I am dreading my High Fidelity conversation with Luke, mostly because it was a one-sided break-up, and the side doing the breaking up was mine.
“So… what’s going on?” he prompts.
I sigh and shift uncomfortably. “I wanted to talk to you about why we broke up… I guess.” I breathe through nerves and nausea. “So, um. What do you think?”
He stares for a minute, then gets flustered too, because he can see I am. “Uh, er. Well, I don’t know. I guess it just wasn’t working.”
“Oh hell,” I grumble. “Just say it. It was my fault. It was all me. I dumped you and broke your heart. I am a horrible human being. There. I said it so you don’t have to.”

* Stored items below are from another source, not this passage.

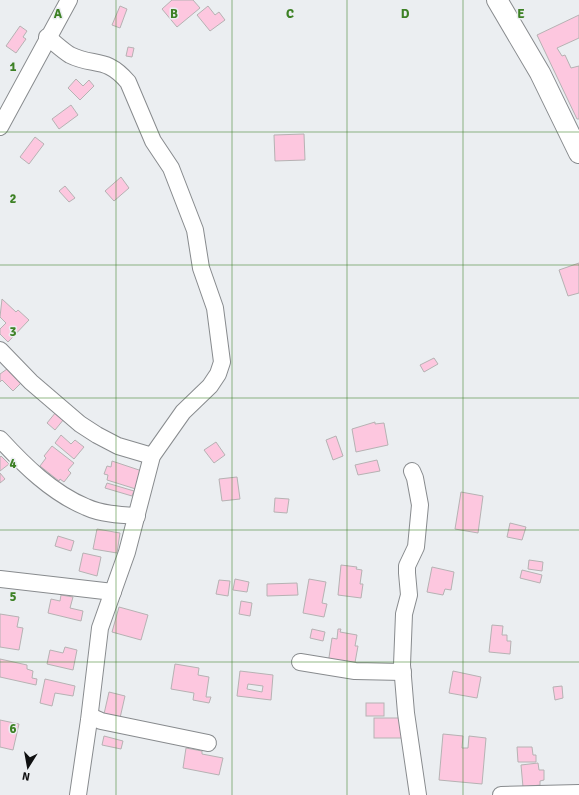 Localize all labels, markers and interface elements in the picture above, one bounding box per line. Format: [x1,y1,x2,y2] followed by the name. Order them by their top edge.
[54,6,63,22] text: A
[170,6,178,22] text: B
[286,6,294,22] text: C
[401,6,410,22] text: D
[517,6,525,22] text: E
[9,59,17,75] text: 1
[9,191,17,207] text: 2
[9,324,17,340] text: 3
[9,456,17,472] text: 4
[9,589,17,605] text: 5
[9,721,17,737] text: 6
[8,747,48,787] north arrow
[21,769,31,783] text: N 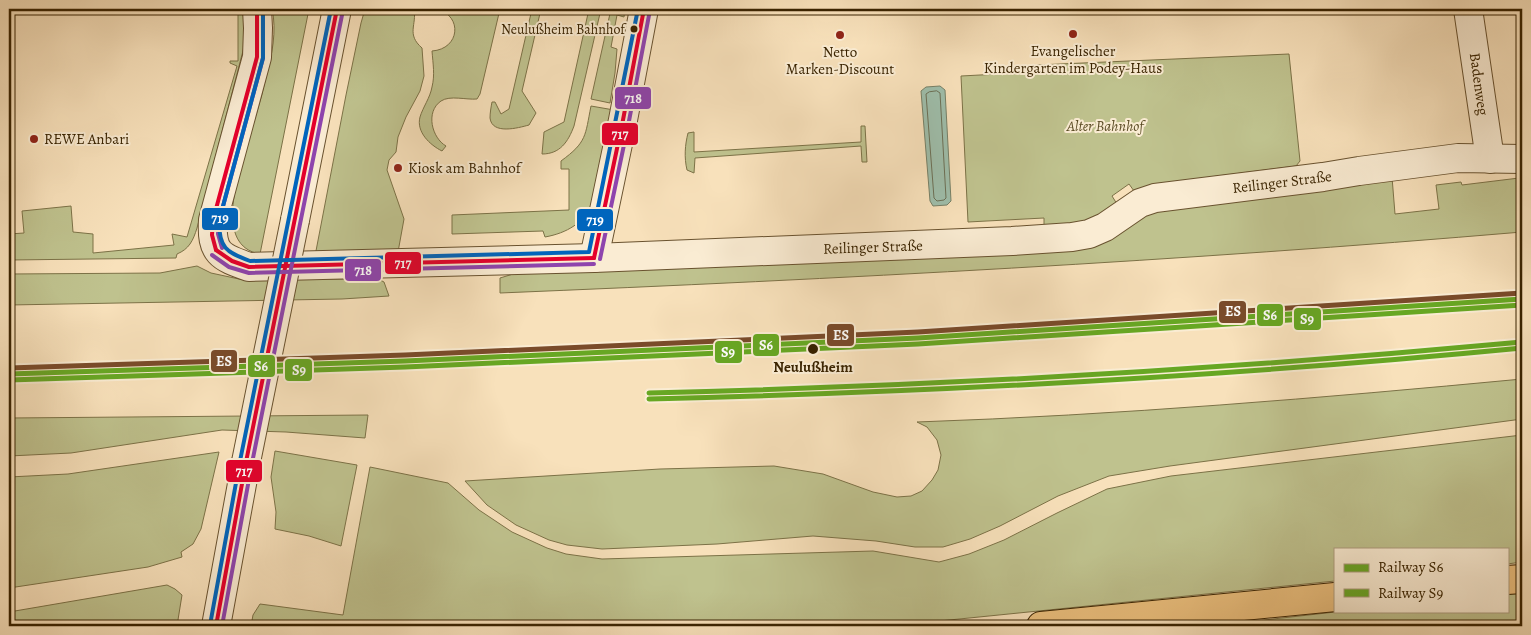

He’s quiet for a minute, then says softly, “I wouldn’t have said that.”
“Gah. I know you wouldn’t because you’re nice and I’m mean. We have established that already.”
“Hey.” He tentatively touches me on the shoulder, and then pulls back. “You’re not horrible. You’re not mean. You broke up with me, but that doesn’t make you either of those things.”
I give a wobbly smile, though I’m dangerously close to tears.
He makes a noise half-way between a shriek and a laugh. “Do not cry. I mean it,” he says. “Listen, why do you even want to talk about this? We were so young, and we’re both happy now. We obviously turned out ok.”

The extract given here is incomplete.